Tonight marks the start of the CYP tournament. Below is my story on the the tourney’s ability to attract some of the regions top talent every year.
While the nation spends the next month transfixed on the NCAA basketball tournament, a small gym in Port Chester will hold a tournament of its own, showcasing some potential stars of future NCAA tourneys.
Over the next six days heroes will be born, legends will be made and a champion will be crowned. And while it might not be the games that the rest of the country is excited about, the CYP boys basketball tournament has a rich history of its own.
Now in its 67th year and still often referred to as the CYP tournament, it’s officially called the fifth annual William R. Gallagher Memorial Tournament for its founder. Starting Thursday some of the best high school players in the tri-state area will gather at Our Lady of Mercy to play in a 12-team tournament.
“We’ve been very lucky,” said tournament director Joe Bellafotto. “We’ve been blessed over the years with some great players.”
Since its inception by Gallagher, the tournament has had no lack of star power. Plenty of past and present NBA players have played in the CYP tournament.

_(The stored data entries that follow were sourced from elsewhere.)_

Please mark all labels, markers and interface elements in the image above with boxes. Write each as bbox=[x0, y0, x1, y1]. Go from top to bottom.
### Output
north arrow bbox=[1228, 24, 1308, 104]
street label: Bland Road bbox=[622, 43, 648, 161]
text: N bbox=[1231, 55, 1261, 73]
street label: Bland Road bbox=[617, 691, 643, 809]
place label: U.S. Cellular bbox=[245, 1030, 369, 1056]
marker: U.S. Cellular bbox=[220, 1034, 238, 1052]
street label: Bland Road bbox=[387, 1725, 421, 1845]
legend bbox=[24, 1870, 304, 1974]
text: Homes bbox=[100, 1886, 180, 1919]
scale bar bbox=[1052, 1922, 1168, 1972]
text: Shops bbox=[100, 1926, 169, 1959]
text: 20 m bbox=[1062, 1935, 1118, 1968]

Recent participants include Kyrie Irving, the 2012 NBA Rookie of the Year, Moe Harkless, the No. 12 pick in the 2012 draft, and Russ Smith, the leading scorer for Louisville, the top seed in this year’s NCAA tournament.

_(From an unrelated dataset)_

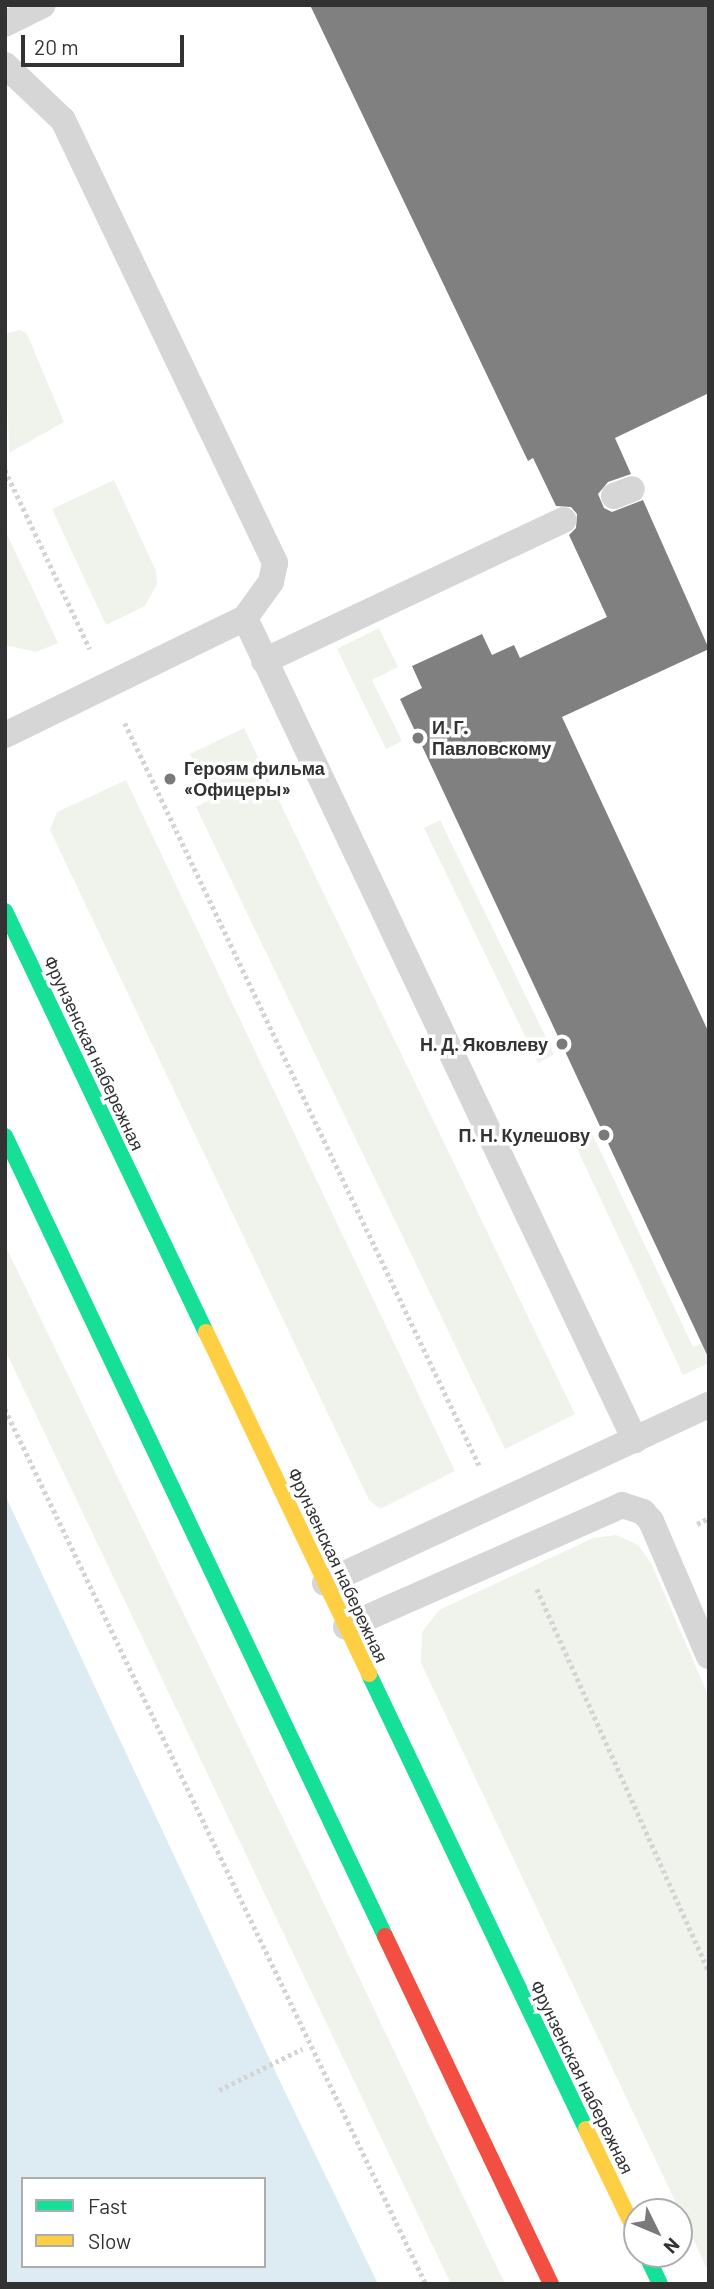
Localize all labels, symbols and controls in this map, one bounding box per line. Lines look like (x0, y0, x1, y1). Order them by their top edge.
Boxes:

“Everybody wants to come back because they know all the kids who have played in the tournament,” Bellafotto said. “It’s easy for me to get the teams.”

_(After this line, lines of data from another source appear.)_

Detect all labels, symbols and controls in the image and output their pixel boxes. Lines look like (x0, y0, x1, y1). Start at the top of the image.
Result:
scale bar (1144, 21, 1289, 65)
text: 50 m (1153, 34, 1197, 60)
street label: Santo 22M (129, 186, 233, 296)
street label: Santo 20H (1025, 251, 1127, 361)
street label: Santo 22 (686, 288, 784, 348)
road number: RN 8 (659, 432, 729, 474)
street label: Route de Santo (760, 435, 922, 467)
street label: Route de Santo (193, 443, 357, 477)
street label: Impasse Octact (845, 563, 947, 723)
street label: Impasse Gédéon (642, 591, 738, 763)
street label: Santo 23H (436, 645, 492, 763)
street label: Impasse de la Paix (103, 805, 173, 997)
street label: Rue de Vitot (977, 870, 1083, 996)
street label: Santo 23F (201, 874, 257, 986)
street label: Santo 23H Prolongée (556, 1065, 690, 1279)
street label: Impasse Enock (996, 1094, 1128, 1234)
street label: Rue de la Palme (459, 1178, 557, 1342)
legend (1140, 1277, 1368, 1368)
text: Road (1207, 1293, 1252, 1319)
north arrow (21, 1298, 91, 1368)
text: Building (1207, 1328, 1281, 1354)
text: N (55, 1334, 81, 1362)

Local talent has also had a strong presence at the CYP. Those who have participated include: Peekskill native Elton Brand of the Dallas Mavericks; Mount Vernon’s Kevin Jones of the Cleveland Cavaliers; White Plains’ Sean Kilpatrick of the U. of Cincinnati; and Mount Vernon’s Jabarie Hinds of the U. of West Virginia.
Josh James of Stepinac and Section 1’s “Mr. Basketball” Eric Paschall of Dobbs Ferry will play for Team Frenji, which won three CYP titles between 2007 and 2011. They’ll be joined by Joe Clarke, who led New Rochelle to the Class AA state final last week.
The tournament will serve as a nice way for James to test his skills before heading off to Monmouth in the fall.
“It’s a good warmup,” James said. “You get a chance to see that level you are working toward.”
James, who played for Frenji last year, said what he enjoys most about the tournament is the environment in which the games are played. The small venue puts the fans literally inches from the players.
“That’s the greatest part about it,” James said of the atmosphere. “You’re not used to playing on a small court. It really shows who has what it takes to win, who’s got game.”